Você pensou em crianças passando fome? Se eu disser para ligar a palavra a história, você provavelmente pensará em seres humanos vivendo quase como macacos, com alguma espécie de língua tosca e estranha, cultuando deuses demoníacos e vivendo em... desertos? florestas? A maioria nem mesmo saberá que podem pensar em montanhas. (montanhas na África?)
Contudo, apesar de toda a má formação a respeito do tema, os estudos históricos recentes apontam que não, não foi a Grécia o berço da filosofia, mas sim a Índia e... pasmem, os reinados africanos que ali estiveram por volta do século VIII a.c. Esses reinados aliás, já tinham comércio, filosofia, conhecimento metalúrgico, militar e naval que lhes permitia, já naqueles tempos, estabelecer contato com os povos próximos. Esses reinados localizavam-se tanto acima do deserto do Saara, como você, por mais leigo que seja, não poderá deixar de observar o Egito, como vários deles viveram por toda a floresta tropical logo abaixo.
Dando um pulo histórico, um dos povos mais extraordinários que tive o prazer de pesquisar, os Zulus, por volta do século treze já tinham consolidado um império, dominado vários reinados ao entorno, e quando entraram em contato com os britânicos em suas invasões, quase quatrocentos anos depois, foram uma pedra formidável que mesmo com arsenal militar inferior, com organização militar, lanças e escudos, exércitos de duzentos mil a quinhentos mil homens, contra as carabinas becker britânicas, a pólvora, cavalaria e artilharia, em método de guerra que viria inclusive a derrocar Bonaparte em Waterloo, perderam por pouco. Os britânicos quase foram expulsos do que hoje é a África do Sul por um número ínfimo de batalhas.

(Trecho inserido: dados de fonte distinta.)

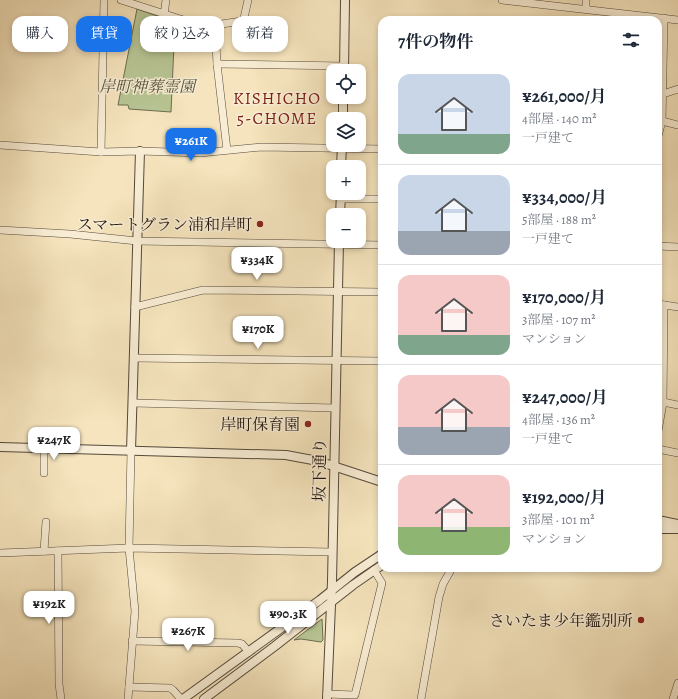 <!DOCTYPE html>
<html lang="ja">
<head>
<meta charset="utf-8">
<style>
	body { margin:0; font-family:Alegreya,"Noto Serif JP",serif; background:#f6f6f7; color:#1f2937; height:100vh; display:flex; flex-direction:column; font-size:15px; white-space:nowrap }
	* { box-sizing:border-box; margin:0 }
	p { font-size:13px; color:#747a83 }
	.icon { flex:none; width:22px; height:22px; fill:none; stroke:currentColor; stroke-width:2; stroke-linecap:round; stroke-linejoin:round }
	.map { position:relative; flex:1; overflow:hidden }
	.side { position:absolute; left:378px; top:16px; width:284px; height:556px; display:flex; flex-direction:column; background:#fff; border-radius:12px; box-shadow:0 2px 6px #0003 }
	.side>* { flex:none }
	.guide { position:absolute; left:12px; top:16px; width:306px; height:36px; display:flex; gap:8px }
	.buttons { position:absolute; left:326px; top:64px; display:grid; gap:8px }
	.buttons a { display:grid; place-items:center; width:40px; height:40px; border-radius:8px; background:#fff; box-shadow:0 2px 6px #0003; font-size:20px }
	.price { position:absolute; translate:-50% -34px; padding:0 9px; border-radius:8px; background:#fff; color:#222; font-size:13px; line-height:26px; filter:drop-shadow(0 1px 2px #0008) }
	.price::after { content:''; position:absolute; left:50%; top:24px; width:12px; height:9px; margin-left:-6px; background:inherit; clip-path:polygon(0 0,100% 0,50% 100%) }
	.price.on { background:#1a73e8; color:#fff }
	ul { padding:0; list-style:none }
	li { display:flex; align-items:center; gap:12px; height:100px; padding:0 20px }
	li+li { border-top:1px solid #e0e1e3 }
	li span { display:grid; place-items:center; flex:none; width:112px; height:80px; border-radius:12px; color:#555 }
	li>.icon { margin-inline-start:auto }
	span .icon { width:48px; height:48px; fill:#fffc; stroke-width:1 }
	li b { font-size:17px }
	h2 { display:flex; justify-content:space-between; align-items:center; height:48px; padding:0 20px; font-size:17px }
	.tag { padding:0 14px; border-radius:12px; background:#fff; box-shadow:0 2px 6px #0003; font-size:14px; line-height:36px }
	.tag.on { background:#1a73e8; color:#fff }
	.map>svg:first-child { display:block }
	.green { fill:#b8c594; stroke:#6c6d51 }
	.lines { fill:none; stroke-linecap:round; stroke-linejoin:round }
	.minor-casing { stroke:#55493a; stroke-width:8 }
	.tertiary-casing { stroke:#55493a; stroke-width:10 }
	.minor { stroke:#f8edd4; stroke-width:7 }
	.tertiary { stroke:#f8edd4; stroke-width:8 }
	.poi-dot { fill:#8f2418; stroke:#f8edd4; stroke-width:1.5 }
	.labels { text-anchor:middle; stroke-width:3; stroke-linejoin:round; paint-order:stroke }
	.park-label { font-size:16px; font-style:italic; fill:#55533d; stroke:#f8edd4 }
	.poi-label { font-size:16px; fill:#20150e; stroke:#f8edd4; text-anchor:end }
	.street-label { font-size:16px; fill:#20150e; stroke:#f8edd4 }
	.neighbourhood-label { font-size:17px; letter-spacing:1px; fill:#7a1f14; stroke:#f8edd4 }
</style>
</head>
<body>
<div class="map">
<svg width="678" height="699" viewBox="0 0 678 699">
	<rect width="100%" height="100%" fill="#f5e4bd"/>
	<filter id="stains"><feTurbulence type="fractalNoise" baseFrequency=".005" numOctaves="4"/><feColorMatrix values="0 0 0 0 .2 0 0 0 0 .09 0 0 0 0 .02 0 0 0 .5 -.17"/></filter>
	<radialGradient id="worn" r=".72"><stop offset=".6" stop-color="#630" stop-opacity="0"/><stop offset="1" stop-color="#630" stop-opacity=".3"/></radialGradient>
	<g class="green">
		<path d="M137 9 175 22 171 112 129 109 128 105H118Z"/>
		<path d="M322 619 323 640 321 642 301 639 294 640Z"/>
	</g>
	<g class="lines">
		<defs>
			<g id="minor">
				<path d="M121 0 202 26 215 25 242 21 244 18 248 0"/>
				<path d="M502 0 678 20"/>
				<path d="M586 9V0"/>
				<path d="M164 15 166 0"/>
				<path d="M215 25 217 64 227 150"/>
				<path d="M217 64 344 66"/>
				<path d="M663 94 678 89"/>
				<path d="M662 121 678 125"/>
				<path d="M658 136 662 121 664 18"/>
				<path d="M0 145 101 152 140 151 200 153 261 147 382 149"/>
				<path d="M101 152 104 0"/>
				<path d="M341 199H382"/>
				<path d="M0 230 70 234 137 241 382 245"/>
				<path d="M658 246 678 247"/>
				<path d="M658 304 678 307"/>
				<path d="M135 307 203 290 382 292"/>
				<path d="M134 358 382 361"/>
				<path d="M658 401 678 405"/>
				<path d="M133 403 335 408"/>
				<path d="M658 431 663 403 664 305"/>
				<path d="M658 449 678 453"/>
				<path d="M44 473V449"/>
				<path d="M44 551 46 522"/>
				<path d="M58 551 59 684 61 699"/>
				<path d="M0 553 129 548 332 552"/>
				<path d="M132 641 238 643 242 644 249 652"/>
				<path d="M129 687 170 688 173 690 181 699"/>
				<path d="M327 694 355 695 382 583 374 570"/>
				<path d="M128 699 135 611 129 548 131 451"/>
				<path d="M421 699 439 597 443 584 452 568"/>
				<path d="M673 699 678 683"/>
			</g>
			<g id="tertiary">
				<path d="M344 71 345 0"/>
				<path d="M343 119V97"/>
				<path d="M341 167 342 145"/>
				<path d="M340 215 341 193"/>
				<path d="M0 447 286 455 318 461 382 482"/>
				<path d="M131 451 140 151"/>
				<path d="M658 520 678 524"/>
				<path d="M658 529H678"/>
				<path d="M183 699 320 600 355 572 382 554"/>
				<path d="M204 699 275 646 353 585 382 565"/>
				<path d="M327 699 332 581 339 241"/>
			</g>
		</defs>
		<use href="#minor" class="minor-casing"/>
		<use href="#tertiary" class="tertiary-casing"/>
		<use href="#minor" class="minor"/>
		<use href="#tertiary" class="tertiary"/>
	</g>
	<g class="poi-dot">
		<circle cx="260" cy="224" r="4"/>
		<circle cx="308" cy="424" r="4"/>
		<circle cx="641" cy="620" r="4"/>
	</g>
	<g class="labels">
		<g class="park-label">
			<text x="147" y="92">岸町神葬霊園</text>
		</g>
		<g class="poi-label">
			<text x="252" y="230">スマートグラン浦和岸町</text>
			<text x="300" y="430">岸町保育園</text>
			<text x="633" y="626">さいたま少年鑑別所</text>
		</g>
		<g class="street-label">
			<text transform="translate(319 470) rotate(-89)" y="6">坂下通り</text>
		</g>
		<g class="neighbourhood-label">
			<text x="277" y="104">KISHICHO<tspan x="277" dy="20">5-CHOME</tspan></text>
		</g>
	</g>
	<rect width="100%" height="100%" filter="url(#stains)"/>
	<rect width="100%" height="100%" fill="url(#worn)"/>
</svg>
<div class="buttons">
<a><svg class="icon" aria-label="locate" viewBox="0 0 24 24"><circle cx="12" cy="12" r="6"/><path d="M12 2v4M12 18v4M2 12h4M18 12h4"/></svg></a>
<a><svg class="icon" aria-label="layers" viewBox="0 0 24 24"><path d="M12 4l9 5-9 5-9-5zM3 14l9 5 9-5"/></svg></a>
<a>+</a>
<a>−</a>
</div>
<b class="price on" style="left:191px;top:162px">¥261K</b>
<b class="price" style="left:257px;top:281px">¥334K</b>
<b class="price" style="left:258px;top:350px">¥170K</b>
<b class="price" style="left:54px;top:461px">¥247K</b>
<b class="price" style="left:49px;top:625px">¥192K</b>
<b class="price" style="left:288px;top:635px">¥90.3K</b>
<b class="price" style="left:188px;top:652px">¥267K</b>
<div class="guide">
<a class="tag">購入</a>
<a class="tag on">賃貸</a>
<a class="tag">絞り込み</a>
<a class="tag">新着</a>
</div>
<section class="side">
<h2>7件の物件<svg class="icon" aria-label="filters" viewBox="0 0 24 24"><path d="M4 7h16M4 17h16"/><circle cx="9" cy="7" r="2"/><circle cx="15" cy="17" r="2"/></svg></h2>
<ul>
<li><span style="background:linear-gradient(#c9d6e8 75%,#7fa58c 0)"><svg class="icon" aria-label="home" viewBox="0 0 24 24"><path d="M3 11l9-7 9 7M6 9v11h12V9"/></svg></span><div><b>¥261,000/月</b><p>4部屋 · 140 m²</p><p>一戸建て</p></div></li>
<li><span style="background:linear-gradient(#c9d6e8 70%,#9aa5b1 0)"><svg class="icon" aria-label="home" viewBox="0 0 24 24"><path d="M3 11l9-7 9 7M6 9v11h12V9"/></svg></span><div><b>¥334,000/月</b><p>5部屋 · 188 m²</p><p>一戸建て</p></div></li>
<li><span style="background:linear-gradient(#f6c9c9 75%,#7fa58c 0)"><svg class="icon" aria-label="home" viewBox="0 0 24 24"><path d="M3 11l9-7 9 7M6 9v11h12V9"/></svg></span><div><b>¥170,000/月</b><p>3部屋 · 107 m²</p><p>マンション</p></div></li>
<li><span style="background:linear-gradient(#f6c9c9 65%,#9aa5b1 0)"><svg class="icon" aria-label="home" viewBox="0 0 24 24"><path d="M3 11l9-7 9 7M6 9v11h12V9"/></svg></span><div><b>¥247,000/月</b><p>4部屋 · 136 m²</p><p>一戸建て</p></div></li>
<li><span style="background:linear-gradient(#f6c9c9 65%,#8fb573 0)"><svg class="icon" aria-label="home" viewBox="0 0 24 24"><path d="M3 11l9-7 9 7M6 9v11h12V9"/></svg></span><div><b>¥192,000/月</b><p>3部屋 · 101 m²</p><p>マンション</p></div></li>
</ul>
</section>
</div>
</body>
</html>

Aliás, como os Zulus tinham o costume de vender seu próprio povo como escravos, foi a etnia deles (negros, altos, robustos, e até "paus grandes", diriam alguns) que viria a consagrar a imagem do africano que paira no imaginário leigo ocidental atual.
Foram essas invasões britânicas e dos outros europeus, nesse período neo-colonialista, marcado pela revolução industrial que viriam a desgraçar a África, extorquir as forças de trabalho, e foi esse período a transformar aquele continente inteiro no que vemos hoje. Um mar caótico de pequenas tiranias, armadas com equipamentos bélicos derivados da guerra fria.
Não pense nos africanos como um povo coitadinho. Foram eles os responsáveis por invadir a península ibérica, e dominarem a Espanha até quase no século XVIII. Foram responsáveis pela estrutura filosófica que foi chegar aos gregos no século V. Porque então os gregos é que passaram essa ideia a frente? Eis uma questão absolutamente simples. Alexandre viria a conquistar vastas terras ao longo de sua parca, rápida e militar vida. A seguir, os gregos seriam dominados por romanos, aos quais sofreriam uma aculturação e levariam as ideias dos três grandes filósofos, Sócrates, Platão e Aristóteles até mesmo aos vales escoceses. Até mesmo aos lagos alemães. Mas de onde vieram as bases das filosofias dos três grandes filósofos então?

A África conta histórias que você não pode imaginar.

Ásia.

Um continente tão grande! Com uma mistura de povos tão heterogênea e que tanta coisa já fez! E veja o quanto somos ignorantes. Sabia você que por conta da morte de um homem, nós hoje não falamos mandarim? É que por volta dos primeiros anos do segundo milênio um jovem guerreiro unificou seu povo, um povo duro que vivia nas planícies congeladas da Mongólia, e com sua força conquistou dois terços da China(que na época não era pouca coisa).
Cerca de quarenta anos antes, a última cruzada européia havia sido chutada pelos árabes de Jerusalém. A fortaleza de Gaza, último reduto da sagrada ordem dos Templários, fora invadida pelos soldados de Saladino. Os europeus voltaram com o rabo entre as pernas pra casa. Esse povo do oriente, com um poder militar invejável se comparado aos europeus, quarenta anos depois viriam a ser absolutamente escorraçados pelos mongóis. Para que se tenha uma ideia numérica, os frequentes números em batalha eram de dois ou três tummans mongóis (trinta mil homens) contra duzentos e cinquenta ou trezentos mil árabes. As baixas gerais eram de menos de mil mongóis mortos pra verdadeiros massacres de árabes.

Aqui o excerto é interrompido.